Stored data entries:
━━━━━━━━━━━━━━━━━━━━━━━━━━━━━━
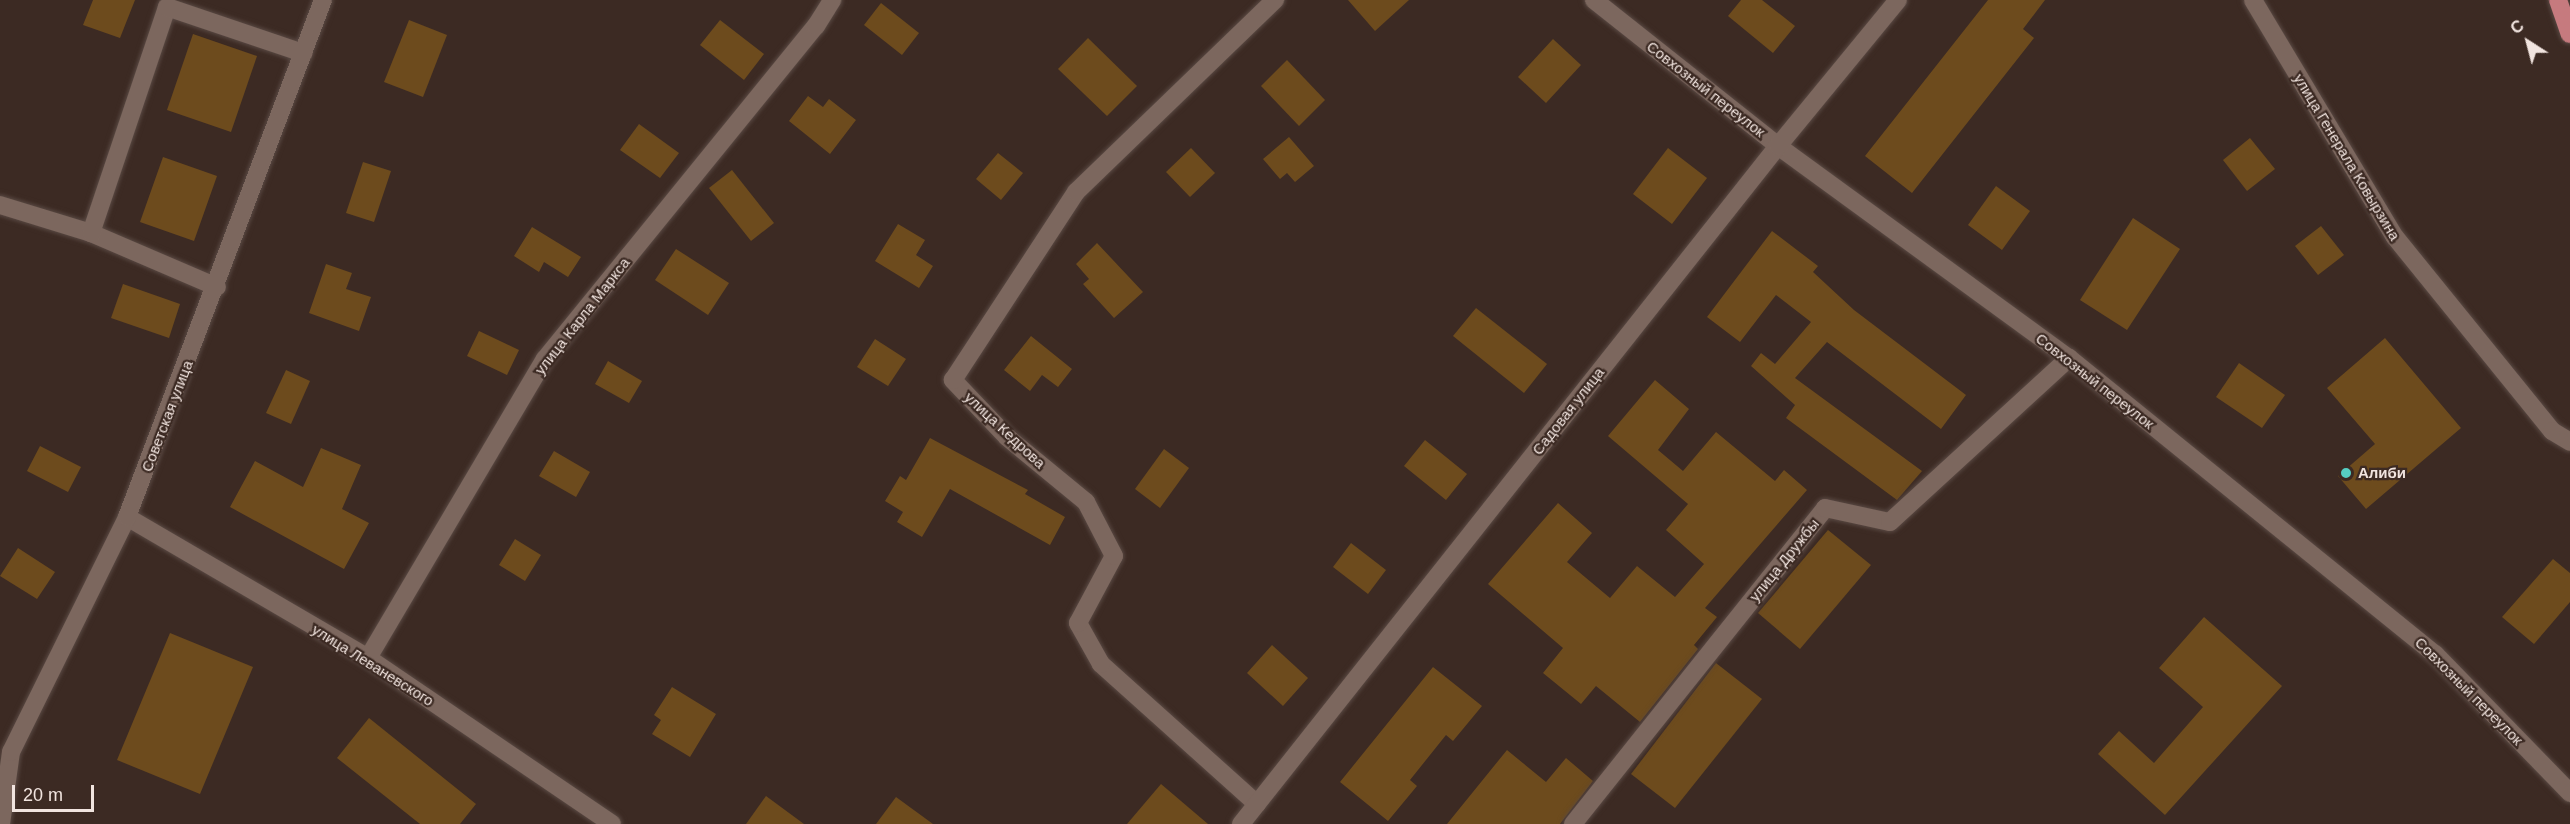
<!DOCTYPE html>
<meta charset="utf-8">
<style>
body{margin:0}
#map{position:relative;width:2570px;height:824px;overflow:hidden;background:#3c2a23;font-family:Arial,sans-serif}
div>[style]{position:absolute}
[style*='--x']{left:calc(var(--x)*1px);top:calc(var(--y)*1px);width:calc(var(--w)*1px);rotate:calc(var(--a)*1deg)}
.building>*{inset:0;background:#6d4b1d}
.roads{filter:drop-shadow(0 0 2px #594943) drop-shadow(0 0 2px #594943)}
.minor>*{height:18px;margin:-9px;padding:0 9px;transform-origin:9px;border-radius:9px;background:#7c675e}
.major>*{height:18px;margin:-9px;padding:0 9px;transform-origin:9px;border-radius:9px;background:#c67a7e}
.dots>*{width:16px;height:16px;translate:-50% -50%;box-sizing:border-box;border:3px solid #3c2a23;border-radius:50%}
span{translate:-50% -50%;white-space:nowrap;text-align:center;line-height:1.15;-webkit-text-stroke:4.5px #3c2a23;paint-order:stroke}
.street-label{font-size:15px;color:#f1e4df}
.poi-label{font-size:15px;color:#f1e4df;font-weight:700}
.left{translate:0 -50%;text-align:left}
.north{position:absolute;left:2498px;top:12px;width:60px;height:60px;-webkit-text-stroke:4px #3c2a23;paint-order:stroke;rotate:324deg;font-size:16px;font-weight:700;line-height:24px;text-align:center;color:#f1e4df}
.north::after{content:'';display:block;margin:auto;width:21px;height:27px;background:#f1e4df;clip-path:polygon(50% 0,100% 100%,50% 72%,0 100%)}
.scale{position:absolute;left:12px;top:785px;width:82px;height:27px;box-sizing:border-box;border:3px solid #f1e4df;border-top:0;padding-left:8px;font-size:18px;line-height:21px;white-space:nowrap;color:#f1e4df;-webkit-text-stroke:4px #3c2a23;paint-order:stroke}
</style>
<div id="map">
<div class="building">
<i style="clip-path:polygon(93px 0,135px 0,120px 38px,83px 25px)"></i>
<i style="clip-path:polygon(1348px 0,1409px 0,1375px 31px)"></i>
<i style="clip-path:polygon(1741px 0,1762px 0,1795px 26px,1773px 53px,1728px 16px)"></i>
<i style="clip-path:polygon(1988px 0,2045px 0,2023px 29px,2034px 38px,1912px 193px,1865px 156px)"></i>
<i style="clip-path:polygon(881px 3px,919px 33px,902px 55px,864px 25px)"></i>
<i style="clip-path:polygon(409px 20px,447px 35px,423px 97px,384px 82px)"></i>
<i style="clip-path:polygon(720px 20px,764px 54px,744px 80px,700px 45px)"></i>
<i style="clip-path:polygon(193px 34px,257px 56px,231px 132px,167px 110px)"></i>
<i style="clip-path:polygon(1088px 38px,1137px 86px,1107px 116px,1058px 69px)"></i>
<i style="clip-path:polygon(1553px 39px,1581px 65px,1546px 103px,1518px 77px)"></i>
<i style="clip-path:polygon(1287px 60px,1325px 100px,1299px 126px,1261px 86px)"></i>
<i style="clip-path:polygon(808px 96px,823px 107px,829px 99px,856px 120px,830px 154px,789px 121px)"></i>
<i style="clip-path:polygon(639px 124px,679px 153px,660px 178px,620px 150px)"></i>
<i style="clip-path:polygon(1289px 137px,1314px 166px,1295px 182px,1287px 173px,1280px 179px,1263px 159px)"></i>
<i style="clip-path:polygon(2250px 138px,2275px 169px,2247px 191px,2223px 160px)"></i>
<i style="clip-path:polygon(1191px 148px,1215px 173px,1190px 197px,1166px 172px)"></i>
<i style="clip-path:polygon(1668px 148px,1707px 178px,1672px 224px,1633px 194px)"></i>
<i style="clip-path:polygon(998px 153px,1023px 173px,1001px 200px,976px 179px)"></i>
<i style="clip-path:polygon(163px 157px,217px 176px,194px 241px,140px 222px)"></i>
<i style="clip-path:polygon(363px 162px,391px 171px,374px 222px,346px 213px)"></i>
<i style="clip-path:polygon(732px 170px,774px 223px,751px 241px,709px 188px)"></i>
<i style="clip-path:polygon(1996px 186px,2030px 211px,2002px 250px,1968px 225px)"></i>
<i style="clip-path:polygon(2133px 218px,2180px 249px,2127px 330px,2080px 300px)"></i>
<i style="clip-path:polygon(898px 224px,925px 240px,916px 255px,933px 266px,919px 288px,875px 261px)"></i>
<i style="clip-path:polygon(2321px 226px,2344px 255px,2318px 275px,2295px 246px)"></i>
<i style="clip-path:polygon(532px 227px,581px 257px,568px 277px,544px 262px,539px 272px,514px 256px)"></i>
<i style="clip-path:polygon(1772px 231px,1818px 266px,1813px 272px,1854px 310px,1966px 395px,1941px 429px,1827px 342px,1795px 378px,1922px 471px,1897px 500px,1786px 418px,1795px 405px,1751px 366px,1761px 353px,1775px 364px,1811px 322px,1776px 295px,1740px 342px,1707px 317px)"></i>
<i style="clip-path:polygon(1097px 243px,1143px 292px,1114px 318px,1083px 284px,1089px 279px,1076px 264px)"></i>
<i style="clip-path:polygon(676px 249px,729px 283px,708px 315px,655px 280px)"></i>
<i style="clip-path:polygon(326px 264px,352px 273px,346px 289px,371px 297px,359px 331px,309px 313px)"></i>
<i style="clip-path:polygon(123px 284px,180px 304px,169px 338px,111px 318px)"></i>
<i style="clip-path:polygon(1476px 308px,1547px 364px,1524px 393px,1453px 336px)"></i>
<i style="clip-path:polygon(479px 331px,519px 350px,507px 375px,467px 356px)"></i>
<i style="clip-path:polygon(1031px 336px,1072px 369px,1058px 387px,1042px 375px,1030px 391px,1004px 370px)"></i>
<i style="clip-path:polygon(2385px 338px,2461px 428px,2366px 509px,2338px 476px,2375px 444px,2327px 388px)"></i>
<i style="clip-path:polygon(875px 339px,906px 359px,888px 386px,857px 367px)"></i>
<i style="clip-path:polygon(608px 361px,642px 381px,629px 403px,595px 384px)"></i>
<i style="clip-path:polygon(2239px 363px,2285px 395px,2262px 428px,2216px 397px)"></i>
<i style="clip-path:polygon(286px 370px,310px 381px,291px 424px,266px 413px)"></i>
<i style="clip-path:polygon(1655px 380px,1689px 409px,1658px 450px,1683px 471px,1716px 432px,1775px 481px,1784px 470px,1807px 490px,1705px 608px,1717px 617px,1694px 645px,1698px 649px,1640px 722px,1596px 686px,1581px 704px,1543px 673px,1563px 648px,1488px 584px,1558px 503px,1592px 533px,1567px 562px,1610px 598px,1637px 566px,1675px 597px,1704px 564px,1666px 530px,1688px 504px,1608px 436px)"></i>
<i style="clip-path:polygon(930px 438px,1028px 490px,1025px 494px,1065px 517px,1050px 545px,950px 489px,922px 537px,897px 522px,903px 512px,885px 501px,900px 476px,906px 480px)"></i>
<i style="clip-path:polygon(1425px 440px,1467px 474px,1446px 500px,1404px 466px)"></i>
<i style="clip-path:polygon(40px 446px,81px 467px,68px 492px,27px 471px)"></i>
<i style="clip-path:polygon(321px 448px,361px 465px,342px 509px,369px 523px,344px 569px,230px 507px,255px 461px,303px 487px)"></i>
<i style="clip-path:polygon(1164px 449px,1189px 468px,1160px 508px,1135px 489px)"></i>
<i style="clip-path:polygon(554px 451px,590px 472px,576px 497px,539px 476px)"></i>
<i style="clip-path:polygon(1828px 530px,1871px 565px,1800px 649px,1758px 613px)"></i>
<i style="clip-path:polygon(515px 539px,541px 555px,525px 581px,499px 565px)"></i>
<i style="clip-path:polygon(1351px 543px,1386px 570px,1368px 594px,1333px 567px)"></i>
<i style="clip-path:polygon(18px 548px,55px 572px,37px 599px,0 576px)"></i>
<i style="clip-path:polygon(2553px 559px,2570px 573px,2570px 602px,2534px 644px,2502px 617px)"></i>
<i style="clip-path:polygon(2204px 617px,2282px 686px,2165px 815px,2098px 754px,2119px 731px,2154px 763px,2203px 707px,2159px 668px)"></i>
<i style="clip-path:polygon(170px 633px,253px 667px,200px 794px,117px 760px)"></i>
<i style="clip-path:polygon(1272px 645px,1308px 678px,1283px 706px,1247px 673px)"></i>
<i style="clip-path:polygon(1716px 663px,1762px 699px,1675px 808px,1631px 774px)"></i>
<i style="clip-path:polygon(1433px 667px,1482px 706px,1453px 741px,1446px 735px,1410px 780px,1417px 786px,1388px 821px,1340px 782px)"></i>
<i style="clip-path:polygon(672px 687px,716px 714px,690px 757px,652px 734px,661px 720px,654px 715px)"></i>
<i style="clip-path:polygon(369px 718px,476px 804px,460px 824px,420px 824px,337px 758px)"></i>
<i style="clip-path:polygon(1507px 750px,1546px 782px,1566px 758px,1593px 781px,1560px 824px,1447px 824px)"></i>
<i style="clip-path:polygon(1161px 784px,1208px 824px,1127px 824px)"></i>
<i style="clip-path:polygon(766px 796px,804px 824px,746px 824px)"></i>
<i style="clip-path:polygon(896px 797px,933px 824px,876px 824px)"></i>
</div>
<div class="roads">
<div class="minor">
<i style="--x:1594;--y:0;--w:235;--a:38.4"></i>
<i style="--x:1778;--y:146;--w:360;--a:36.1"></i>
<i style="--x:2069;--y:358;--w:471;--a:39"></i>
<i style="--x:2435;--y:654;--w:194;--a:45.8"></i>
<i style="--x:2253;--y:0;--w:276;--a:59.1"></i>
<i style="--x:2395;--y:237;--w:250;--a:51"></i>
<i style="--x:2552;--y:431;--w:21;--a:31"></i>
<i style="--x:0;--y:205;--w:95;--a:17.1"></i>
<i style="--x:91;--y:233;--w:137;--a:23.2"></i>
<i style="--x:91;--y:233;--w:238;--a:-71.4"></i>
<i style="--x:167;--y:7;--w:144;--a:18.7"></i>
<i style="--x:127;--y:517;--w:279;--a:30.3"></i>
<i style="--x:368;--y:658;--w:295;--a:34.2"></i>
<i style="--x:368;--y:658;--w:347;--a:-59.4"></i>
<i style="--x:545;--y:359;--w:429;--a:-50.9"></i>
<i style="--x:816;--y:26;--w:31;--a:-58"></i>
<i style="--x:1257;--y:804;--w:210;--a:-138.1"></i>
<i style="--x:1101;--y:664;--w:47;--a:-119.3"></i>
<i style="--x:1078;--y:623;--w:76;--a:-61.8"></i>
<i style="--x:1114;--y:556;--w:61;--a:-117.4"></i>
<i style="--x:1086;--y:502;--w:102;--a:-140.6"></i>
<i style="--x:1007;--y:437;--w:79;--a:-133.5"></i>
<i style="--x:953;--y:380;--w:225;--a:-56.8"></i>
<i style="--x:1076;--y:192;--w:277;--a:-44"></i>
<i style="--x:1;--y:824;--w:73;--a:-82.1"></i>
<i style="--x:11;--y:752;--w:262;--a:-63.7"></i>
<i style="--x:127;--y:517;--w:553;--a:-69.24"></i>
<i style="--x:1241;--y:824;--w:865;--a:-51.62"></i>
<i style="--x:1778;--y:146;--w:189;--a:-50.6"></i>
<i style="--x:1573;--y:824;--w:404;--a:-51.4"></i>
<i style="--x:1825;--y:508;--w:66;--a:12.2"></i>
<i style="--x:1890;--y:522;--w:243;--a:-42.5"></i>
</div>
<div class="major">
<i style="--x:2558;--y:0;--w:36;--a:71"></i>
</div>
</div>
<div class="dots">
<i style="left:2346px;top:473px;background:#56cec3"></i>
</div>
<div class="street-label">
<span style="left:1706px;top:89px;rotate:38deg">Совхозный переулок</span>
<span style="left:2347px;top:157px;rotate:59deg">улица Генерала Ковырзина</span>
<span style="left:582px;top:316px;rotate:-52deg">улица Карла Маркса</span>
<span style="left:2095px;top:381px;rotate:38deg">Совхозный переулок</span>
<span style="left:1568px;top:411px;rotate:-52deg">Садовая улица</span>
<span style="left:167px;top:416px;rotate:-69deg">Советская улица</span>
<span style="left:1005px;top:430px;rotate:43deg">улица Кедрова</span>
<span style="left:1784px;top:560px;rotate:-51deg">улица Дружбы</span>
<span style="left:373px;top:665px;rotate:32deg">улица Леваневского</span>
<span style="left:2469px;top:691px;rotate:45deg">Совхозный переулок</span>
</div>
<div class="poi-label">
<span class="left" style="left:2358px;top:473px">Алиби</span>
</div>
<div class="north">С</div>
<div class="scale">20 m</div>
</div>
━━━━━━━━━━━━━━━━━━━━━━━━━━━━━━
=== TASK TO COMPLETE ===
Return nothing but the lines running from the start of the data to the line with "2px #594943) drop-shadow(0", please, both ends included and no pictures.

=== WRITTEN ANSWER ===
<!DOCTYPE html>
<meta charset="utf-8">
<style>
body{margin:0}
#map{position:relative;width:2570px;height:824px;overflow:hidden;background:#3c2a23;font-family:Arial,sans-serif}
div>[style]{position:absolute}
[style*='--x']{left:calc(var(--x)*1px);top:calc(var(--y)*1px);width:calc(var(--w)*1px);rotate:calc(var(--a)*1deg)}
.building>*{inset:0;background:#6d4b1d}
.roads{filter:drop-shadow(0 0 2px #594943) drop-shadow(0 0 2px #594943)}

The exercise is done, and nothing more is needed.